What Can You Not Tell A Therapist?

One of the most common questions I receive from people who want to change their lives is; “What can you not tell a therapist?” People have this impression that they can never tell a therapist anything because they are the “apist”. This type of thinking only compounds the problem and makes it more difficult for anyone to change their life. Therapists do not see themselves as teachers. In fact, most therapists would say that they are just ordinary people who happen to be helping people.

Teachers are not all teachers. Some are doctors, some are businessmen, and some are lawyers. The same kind of skill and knowledge can be found in therapists. They just have a different kind of personality, and that is what makes them so effective.

What can you not tell a therapist? If you’re experiencing a negative or painful emotional response, you should let your therapist know. Sometimes we think that we cannot talk about our feelings because we will be labeled as uncooperative, disrespectful, or unhelpful. This doesn’t have to be the case.

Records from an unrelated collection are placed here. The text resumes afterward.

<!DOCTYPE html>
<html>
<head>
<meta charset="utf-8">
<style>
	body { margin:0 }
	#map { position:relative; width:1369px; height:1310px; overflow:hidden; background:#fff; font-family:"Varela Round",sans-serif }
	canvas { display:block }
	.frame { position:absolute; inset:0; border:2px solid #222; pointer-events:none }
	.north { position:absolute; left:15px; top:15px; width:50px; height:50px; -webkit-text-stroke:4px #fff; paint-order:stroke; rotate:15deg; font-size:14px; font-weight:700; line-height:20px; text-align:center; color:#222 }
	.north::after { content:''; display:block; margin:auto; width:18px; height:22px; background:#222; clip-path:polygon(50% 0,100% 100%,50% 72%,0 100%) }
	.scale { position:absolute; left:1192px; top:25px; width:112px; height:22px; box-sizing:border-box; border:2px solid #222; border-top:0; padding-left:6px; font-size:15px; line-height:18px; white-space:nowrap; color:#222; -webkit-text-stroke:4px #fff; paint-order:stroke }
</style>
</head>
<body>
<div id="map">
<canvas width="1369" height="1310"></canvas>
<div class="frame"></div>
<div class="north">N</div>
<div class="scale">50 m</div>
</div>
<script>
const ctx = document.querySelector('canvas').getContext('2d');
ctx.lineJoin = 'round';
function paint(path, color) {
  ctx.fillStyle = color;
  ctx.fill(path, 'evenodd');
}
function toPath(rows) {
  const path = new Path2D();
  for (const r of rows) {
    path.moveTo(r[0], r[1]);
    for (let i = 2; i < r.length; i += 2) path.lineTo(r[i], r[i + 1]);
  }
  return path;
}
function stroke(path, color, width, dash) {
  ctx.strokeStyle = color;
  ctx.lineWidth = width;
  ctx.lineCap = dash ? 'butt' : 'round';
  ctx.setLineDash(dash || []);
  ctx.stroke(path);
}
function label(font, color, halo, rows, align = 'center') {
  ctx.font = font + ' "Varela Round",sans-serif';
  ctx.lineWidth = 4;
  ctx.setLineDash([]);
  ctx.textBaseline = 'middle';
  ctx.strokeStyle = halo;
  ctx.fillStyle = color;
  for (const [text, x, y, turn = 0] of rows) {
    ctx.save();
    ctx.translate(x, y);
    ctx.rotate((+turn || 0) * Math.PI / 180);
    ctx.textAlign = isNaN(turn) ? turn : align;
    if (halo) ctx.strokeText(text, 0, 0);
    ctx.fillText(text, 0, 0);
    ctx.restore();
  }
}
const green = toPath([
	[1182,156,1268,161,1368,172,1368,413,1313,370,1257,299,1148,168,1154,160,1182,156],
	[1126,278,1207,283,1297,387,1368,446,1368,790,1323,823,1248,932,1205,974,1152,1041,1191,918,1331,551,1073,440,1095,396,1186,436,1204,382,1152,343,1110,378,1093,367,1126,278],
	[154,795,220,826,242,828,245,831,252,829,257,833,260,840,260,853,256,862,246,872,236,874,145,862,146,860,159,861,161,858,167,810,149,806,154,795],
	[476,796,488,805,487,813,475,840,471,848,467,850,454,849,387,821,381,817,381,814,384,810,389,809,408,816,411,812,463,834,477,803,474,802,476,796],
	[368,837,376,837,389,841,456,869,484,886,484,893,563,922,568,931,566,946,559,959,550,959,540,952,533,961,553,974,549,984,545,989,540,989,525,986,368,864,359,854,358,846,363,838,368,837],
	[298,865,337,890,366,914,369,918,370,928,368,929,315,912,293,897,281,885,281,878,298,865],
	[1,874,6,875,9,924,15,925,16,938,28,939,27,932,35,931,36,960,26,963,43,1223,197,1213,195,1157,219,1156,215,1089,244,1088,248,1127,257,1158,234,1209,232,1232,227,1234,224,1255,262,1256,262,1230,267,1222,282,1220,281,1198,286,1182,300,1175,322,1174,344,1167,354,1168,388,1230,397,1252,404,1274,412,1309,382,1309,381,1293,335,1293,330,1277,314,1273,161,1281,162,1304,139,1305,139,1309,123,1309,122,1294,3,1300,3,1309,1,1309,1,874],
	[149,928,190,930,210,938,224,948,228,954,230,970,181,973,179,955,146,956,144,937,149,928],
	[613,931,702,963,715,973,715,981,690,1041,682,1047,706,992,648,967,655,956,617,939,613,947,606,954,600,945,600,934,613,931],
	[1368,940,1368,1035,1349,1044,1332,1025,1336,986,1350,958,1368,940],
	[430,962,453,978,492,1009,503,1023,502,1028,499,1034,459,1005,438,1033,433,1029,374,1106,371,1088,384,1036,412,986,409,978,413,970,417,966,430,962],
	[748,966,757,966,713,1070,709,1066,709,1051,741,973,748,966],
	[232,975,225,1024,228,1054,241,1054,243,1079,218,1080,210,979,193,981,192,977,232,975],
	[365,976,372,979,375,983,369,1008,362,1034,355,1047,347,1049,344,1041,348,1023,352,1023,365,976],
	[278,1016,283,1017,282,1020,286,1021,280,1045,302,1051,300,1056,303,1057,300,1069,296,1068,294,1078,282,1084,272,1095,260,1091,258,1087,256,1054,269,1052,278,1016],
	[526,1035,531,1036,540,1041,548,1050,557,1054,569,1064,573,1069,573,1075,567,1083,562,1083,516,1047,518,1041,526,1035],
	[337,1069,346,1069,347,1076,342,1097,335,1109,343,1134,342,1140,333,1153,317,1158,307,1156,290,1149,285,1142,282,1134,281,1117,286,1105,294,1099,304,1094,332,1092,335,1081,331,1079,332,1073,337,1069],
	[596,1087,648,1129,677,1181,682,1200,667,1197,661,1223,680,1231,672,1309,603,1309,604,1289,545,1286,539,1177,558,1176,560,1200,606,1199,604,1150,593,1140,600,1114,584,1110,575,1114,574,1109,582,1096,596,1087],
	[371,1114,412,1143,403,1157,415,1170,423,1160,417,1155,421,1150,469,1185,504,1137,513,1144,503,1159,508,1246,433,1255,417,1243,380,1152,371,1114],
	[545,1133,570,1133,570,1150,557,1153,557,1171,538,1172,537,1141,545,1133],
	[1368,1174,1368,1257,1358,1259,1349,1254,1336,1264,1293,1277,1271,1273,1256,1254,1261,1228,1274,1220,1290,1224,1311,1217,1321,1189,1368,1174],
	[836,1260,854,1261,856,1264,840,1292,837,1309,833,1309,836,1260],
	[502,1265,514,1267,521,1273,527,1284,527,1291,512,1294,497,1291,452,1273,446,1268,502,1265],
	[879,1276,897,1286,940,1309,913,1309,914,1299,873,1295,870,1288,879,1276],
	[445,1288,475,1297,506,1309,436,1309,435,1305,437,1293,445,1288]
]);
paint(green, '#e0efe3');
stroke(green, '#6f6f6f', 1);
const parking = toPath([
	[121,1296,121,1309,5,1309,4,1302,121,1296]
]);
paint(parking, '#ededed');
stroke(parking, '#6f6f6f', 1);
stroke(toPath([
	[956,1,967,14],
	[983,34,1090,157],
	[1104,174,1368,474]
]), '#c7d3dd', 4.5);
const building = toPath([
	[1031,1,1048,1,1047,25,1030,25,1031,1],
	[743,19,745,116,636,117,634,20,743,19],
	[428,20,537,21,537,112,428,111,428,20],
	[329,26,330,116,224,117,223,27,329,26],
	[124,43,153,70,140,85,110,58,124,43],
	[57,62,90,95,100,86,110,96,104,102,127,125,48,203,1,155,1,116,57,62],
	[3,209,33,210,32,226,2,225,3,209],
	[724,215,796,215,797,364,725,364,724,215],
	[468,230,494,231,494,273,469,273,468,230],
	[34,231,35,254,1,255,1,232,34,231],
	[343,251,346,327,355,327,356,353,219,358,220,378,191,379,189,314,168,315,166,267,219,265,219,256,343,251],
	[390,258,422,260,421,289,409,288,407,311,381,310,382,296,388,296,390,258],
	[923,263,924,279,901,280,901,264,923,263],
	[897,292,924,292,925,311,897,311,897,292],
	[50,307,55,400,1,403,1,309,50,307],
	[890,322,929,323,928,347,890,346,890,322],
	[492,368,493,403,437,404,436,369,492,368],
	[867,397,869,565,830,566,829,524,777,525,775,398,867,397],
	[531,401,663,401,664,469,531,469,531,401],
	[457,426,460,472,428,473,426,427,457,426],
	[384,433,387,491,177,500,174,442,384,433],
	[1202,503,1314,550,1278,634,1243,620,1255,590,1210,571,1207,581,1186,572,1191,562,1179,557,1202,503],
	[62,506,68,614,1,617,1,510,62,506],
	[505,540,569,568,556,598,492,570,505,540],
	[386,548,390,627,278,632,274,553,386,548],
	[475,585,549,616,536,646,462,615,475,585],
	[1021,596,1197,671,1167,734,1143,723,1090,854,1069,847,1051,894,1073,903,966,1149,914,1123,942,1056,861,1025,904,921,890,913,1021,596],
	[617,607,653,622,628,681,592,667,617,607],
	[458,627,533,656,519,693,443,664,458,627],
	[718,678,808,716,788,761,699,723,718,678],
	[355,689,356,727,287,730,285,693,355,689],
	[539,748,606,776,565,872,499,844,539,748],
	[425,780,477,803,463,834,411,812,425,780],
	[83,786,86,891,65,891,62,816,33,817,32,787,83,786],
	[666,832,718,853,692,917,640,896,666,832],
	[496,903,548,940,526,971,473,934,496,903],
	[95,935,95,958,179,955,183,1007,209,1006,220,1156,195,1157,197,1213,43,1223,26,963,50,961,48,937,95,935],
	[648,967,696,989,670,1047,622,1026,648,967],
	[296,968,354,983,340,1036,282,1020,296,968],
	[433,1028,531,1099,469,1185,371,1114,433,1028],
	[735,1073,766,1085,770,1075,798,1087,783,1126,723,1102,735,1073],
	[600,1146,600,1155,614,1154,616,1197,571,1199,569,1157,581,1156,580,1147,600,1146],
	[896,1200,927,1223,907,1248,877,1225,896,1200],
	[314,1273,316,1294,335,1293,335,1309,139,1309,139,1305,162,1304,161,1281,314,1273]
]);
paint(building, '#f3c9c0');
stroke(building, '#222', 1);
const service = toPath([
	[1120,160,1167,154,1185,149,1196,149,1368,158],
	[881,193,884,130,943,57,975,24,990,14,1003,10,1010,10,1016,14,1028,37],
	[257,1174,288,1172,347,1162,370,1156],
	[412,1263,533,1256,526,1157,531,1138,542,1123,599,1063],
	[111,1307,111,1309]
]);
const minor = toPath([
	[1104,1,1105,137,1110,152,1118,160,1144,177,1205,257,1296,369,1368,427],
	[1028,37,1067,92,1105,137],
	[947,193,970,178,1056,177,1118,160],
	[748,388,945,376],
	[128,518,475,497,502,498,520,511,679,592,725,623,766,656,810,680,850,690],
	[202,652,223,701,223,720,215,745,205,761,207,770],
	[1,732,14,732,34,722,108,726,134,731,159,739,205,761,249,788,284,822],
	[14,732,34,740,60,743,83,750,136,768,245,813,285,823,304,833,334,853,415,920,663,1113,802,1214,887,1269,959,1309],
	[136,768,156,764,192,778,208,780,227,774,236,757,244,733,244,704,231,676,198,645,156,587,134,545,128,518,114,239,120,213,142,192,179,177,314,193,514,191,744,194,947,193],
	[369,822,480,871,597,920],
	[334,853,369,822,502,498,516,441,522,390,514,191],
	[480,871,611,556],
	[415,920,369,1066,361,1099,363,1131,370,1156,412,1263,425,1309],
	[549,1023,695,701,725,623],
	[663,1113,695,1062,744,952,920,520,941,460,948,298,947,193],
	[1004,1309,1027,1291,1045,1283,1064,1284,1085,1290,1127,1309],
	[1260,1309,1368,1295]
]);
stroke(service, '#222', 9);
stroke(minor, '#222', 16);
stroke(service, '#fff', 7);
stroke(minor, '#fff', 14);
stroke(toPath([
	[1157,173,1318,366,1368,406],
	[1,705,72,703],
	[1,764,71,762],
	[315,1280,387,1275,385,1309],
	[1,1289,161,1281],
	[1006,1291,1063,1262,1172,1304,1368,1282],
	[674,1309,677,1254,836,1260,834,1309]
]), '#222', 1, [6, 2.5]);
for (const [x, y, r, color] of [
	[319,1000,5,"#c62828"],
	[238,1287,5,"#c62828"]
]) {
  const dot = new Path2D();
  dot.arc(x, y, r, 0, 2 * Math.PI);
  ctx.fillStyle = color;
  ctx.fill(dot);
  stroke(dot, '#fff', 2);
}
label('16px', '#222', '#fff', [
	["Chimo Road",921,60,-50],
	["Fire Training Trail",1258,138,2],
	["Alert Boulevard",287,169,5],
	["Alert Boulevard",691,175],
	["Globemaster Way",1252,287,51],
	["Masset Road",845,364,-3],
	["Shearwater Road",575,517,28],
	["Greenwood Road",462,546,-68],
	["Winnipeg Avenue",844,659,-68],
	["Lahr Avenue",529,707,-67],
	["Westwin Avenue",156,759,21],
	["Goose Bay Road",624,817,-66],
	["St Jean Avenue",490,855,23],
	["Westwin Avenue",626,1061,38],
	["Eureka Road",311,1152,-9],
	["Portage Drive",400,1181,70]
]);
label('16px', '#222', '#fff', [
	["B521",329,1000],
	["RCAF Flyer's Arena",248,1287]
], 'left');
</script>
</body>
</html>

If you feel like you are in physical pain, you can tell your therapist about it. Tell them what you are feeling and how the situation makes you feel. Sometimes talking about how you feel, even if you don’t realize it, can make a big difference in how you feel. Therapy is all about listening, and your therapist is there to listen to you and help you figure out how you want to feel.

If you want to have some extra help, write down what you do every day that makes you feel good. There are probably hundreds of little things that contribute to your happiness or your lack of happiness. Take these things to your therapist and tell them about them. Your therapist will likely ask you some questions about your list of what you can’t do, and you should have no problem answering them. They want to know what keeps you going, and how you are working to change the things that are causing you unhappiness.

What can you not tell a therapist about that you would like to change? First, start by looking at your list of things that you cannot do. Often times we think that we can do everything that we set out to do. This is not true! What you can’t do is change the way you react to certain things, or the way you think about things. Your therapist cannot help you change these things, but he/she can help you work with them so that they do not cause you grief.

When you go to therapy, tell your therapist about any things that you can not tell a therapist. Your therapist will likely want to look at those things with you to get a better idea of how you are reacting. If the things that you cannot tell a therapist are behaviors or thoughts that you have held in the back of your mind for years, your therapist will be able to identify them. He/She may decide that you are just stuck in a pattern, and that you have not been able to let go of them due to the stress in your life.

Once you are able to let go of the things that you can not let go of, your therapist will be able to help you let go of them. Your therapist will work with you on a therapy plan that is right for you. Often times there is no need for medication. Your therapist may recommend exercise or even some form of therapy. Once you are feeling better and feel like you are ready to handle your anxiety on your own, you should do just that.